━━ Records shown ━━

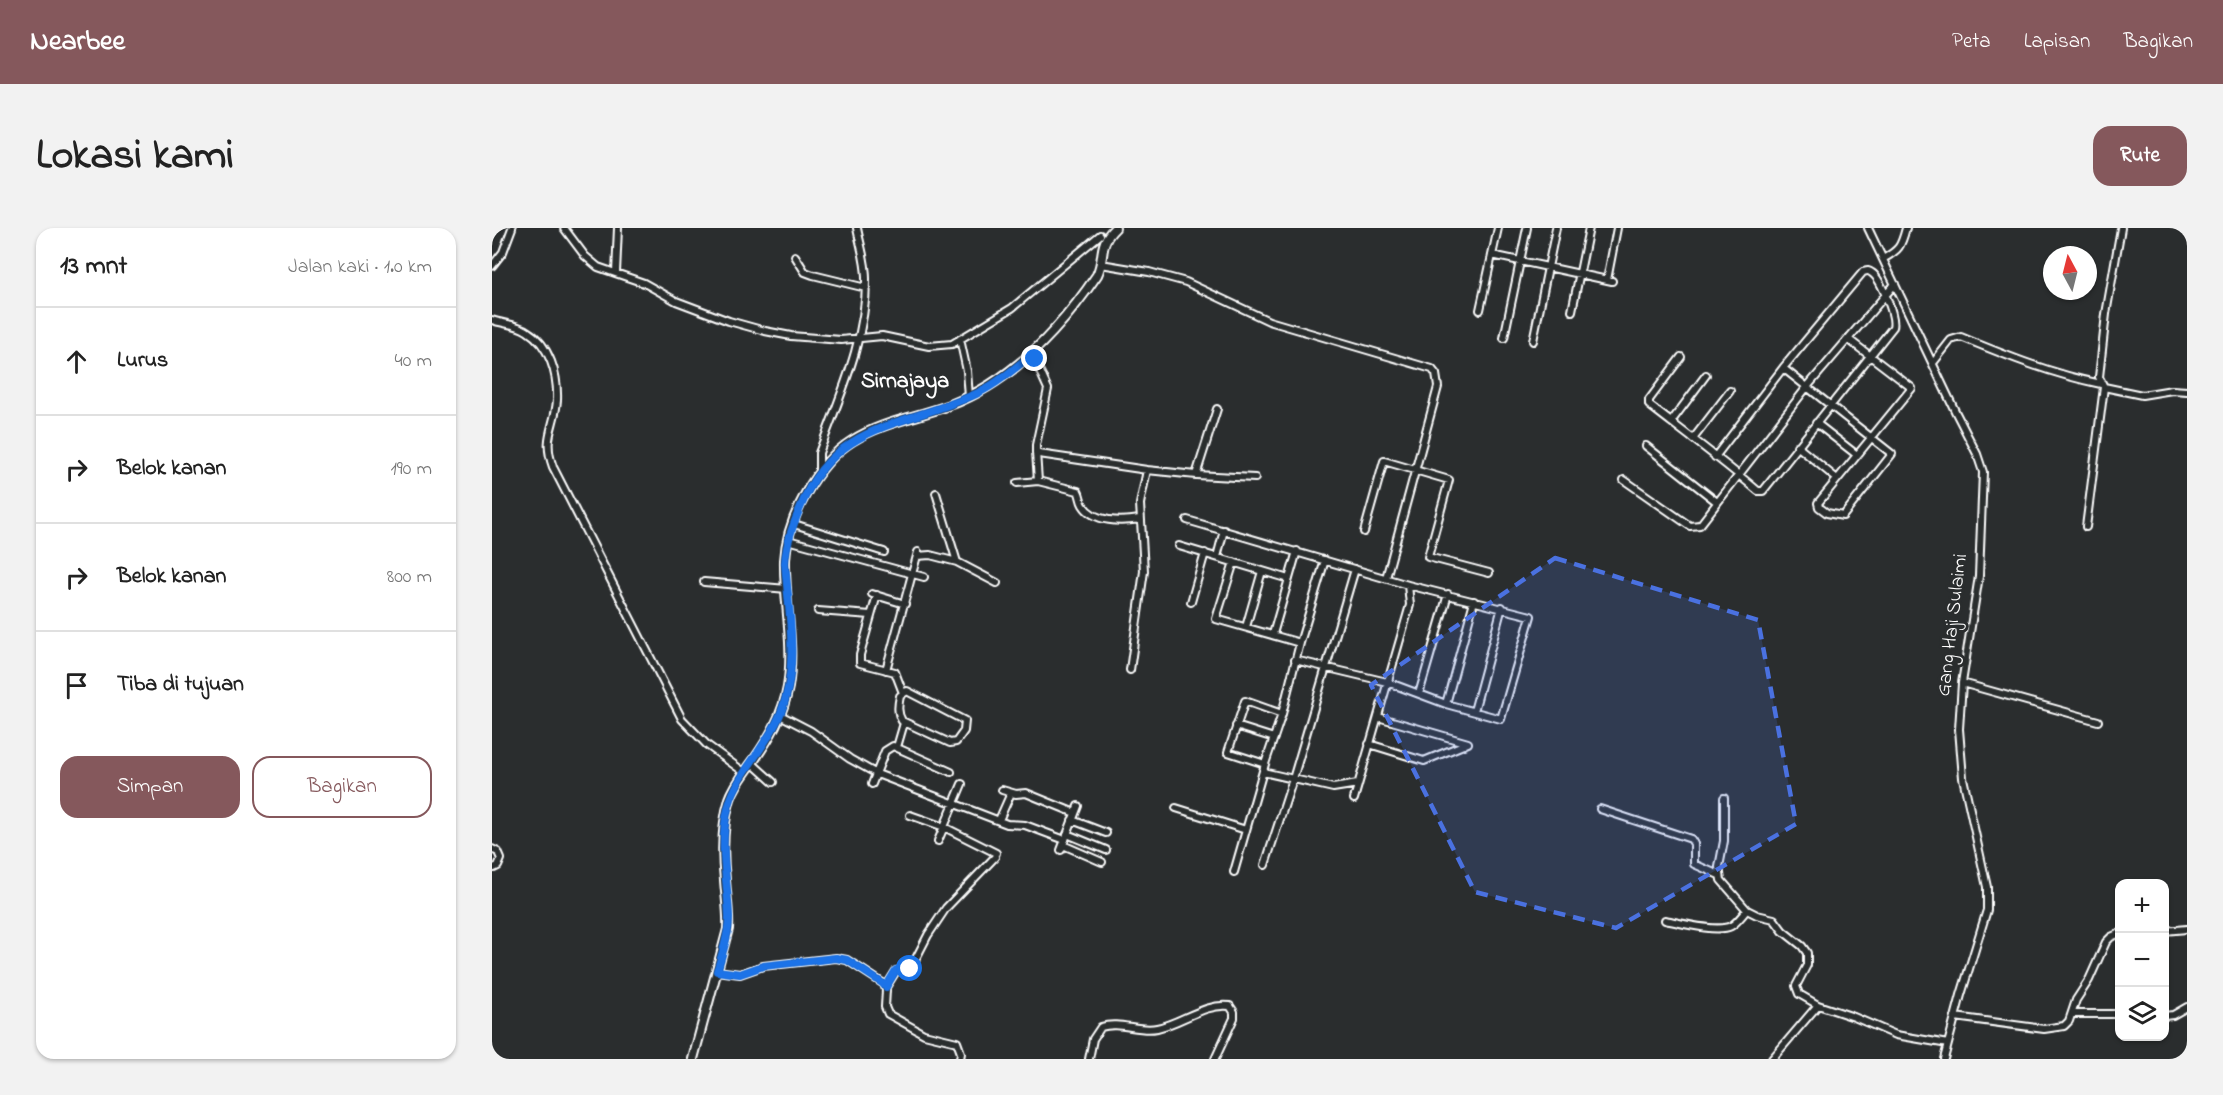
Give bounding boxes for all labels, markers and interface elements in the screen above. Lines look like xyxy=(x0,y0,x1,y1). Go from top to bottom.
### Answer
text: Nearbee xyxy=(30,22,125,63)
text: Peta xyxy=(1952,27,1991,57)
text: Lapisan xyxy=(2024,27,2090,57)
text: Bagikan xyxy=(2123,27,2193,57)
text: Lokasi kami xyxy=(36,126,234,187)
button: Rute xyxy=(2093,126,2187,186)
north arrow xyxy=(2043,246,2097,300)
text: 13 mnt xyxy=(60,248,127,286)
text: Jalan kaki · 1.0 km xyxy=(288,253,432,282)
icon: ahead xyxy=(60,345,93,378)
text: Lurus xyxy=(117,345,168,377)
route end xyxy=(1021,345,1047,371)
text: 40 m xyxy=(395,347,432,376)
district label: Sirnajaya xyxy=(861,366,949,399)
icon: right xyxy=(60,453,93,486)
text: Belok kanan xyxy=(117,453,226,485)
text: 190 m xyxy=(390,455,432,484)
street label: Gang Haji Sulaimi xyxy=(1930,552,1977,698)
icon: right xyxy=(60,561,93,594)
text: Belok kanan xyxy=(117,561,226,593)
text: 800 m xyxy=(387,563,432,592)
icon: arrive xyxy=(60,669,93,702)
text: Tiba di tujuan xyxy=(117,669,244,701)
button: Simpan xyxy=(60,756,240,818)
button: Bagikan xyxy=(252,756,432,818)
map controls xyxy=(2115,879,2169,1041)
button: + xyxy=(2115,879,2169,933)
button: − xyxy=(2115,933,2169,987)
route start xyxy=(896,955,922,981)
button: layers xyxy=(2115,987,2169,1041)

━━━
━━ Records shown ━━

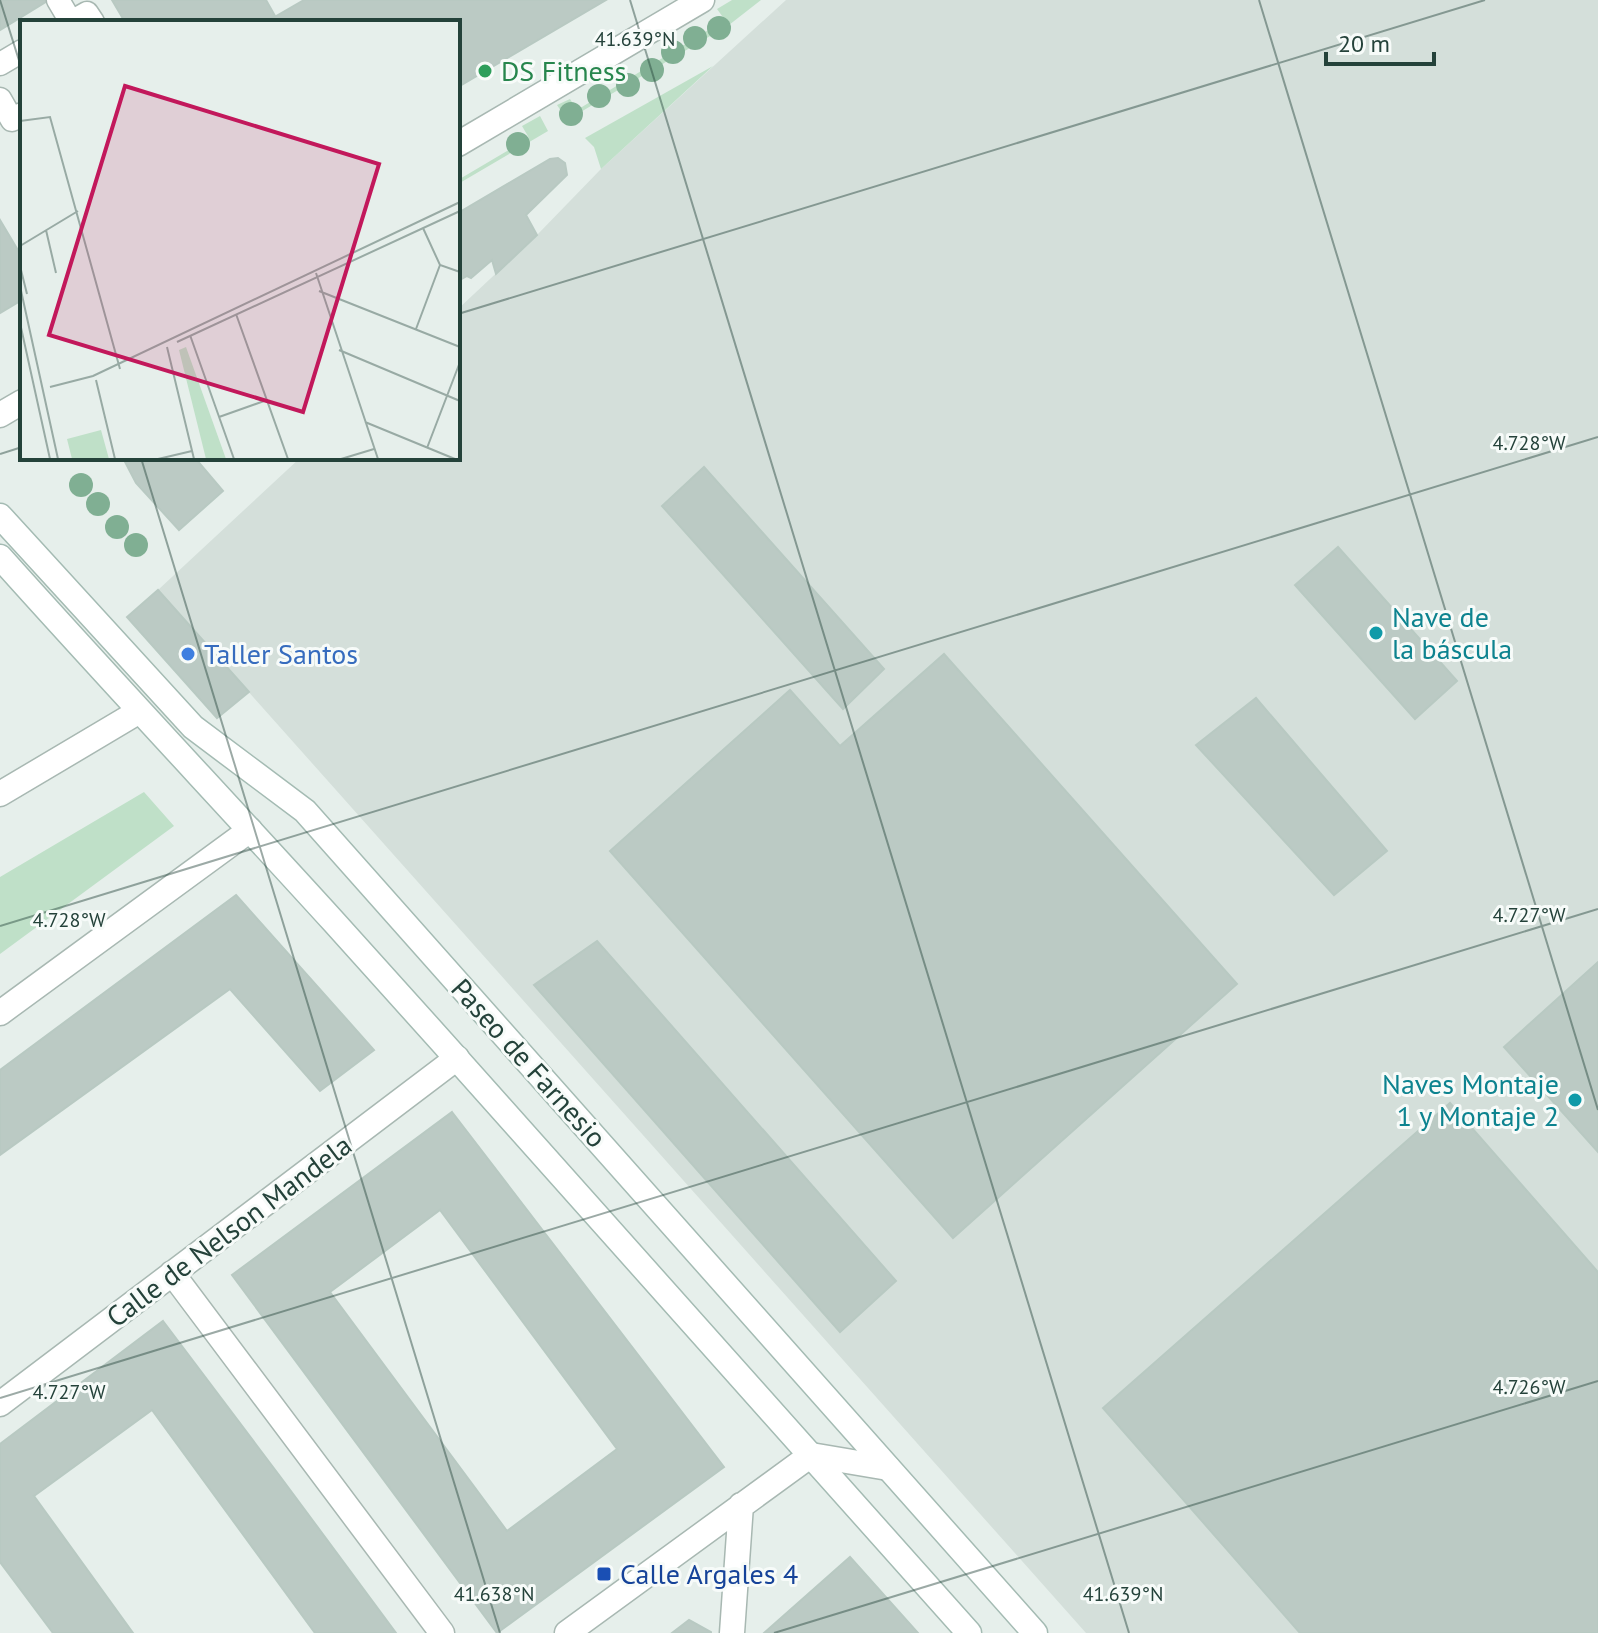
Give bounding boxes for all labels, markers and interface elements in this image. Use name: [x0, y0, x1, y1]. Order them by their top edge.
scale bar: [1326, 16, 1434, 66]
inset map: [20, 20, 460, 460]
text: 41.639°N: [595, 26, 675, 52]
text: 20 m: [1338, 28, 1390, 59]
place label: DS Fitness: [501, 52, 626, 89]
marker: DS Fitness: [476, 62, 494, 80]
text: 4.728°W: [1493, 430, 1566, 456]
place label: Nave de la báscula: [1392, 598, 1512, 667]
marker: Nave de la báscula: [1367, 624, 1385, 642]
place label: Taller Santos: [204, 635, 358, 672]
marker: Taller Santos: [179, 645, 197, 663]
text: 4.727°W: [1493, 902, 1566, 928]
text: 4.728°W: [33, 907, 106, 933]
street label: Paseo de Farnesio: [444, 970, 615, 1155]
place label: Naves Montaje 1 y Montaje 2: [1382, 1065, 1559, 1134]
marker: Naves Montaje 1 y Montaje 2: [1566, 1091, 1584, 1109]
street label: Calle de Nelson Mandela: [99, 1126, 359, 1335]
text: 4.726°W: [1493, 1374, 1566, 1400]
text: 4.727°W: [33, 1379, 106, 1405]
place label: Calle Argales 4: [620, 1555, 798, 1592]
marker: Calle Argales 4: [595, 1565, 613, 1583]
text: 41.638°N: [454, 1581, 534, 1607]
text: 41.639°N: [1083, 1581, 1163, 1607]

━━━

For each line of the data that includes the word "Bagikan", return a copy of it.

→ Exercise solution
text: Bagikan xyxy=(2123,27,2193,57)
button: Bagikan xyxy=(252,756,432,818)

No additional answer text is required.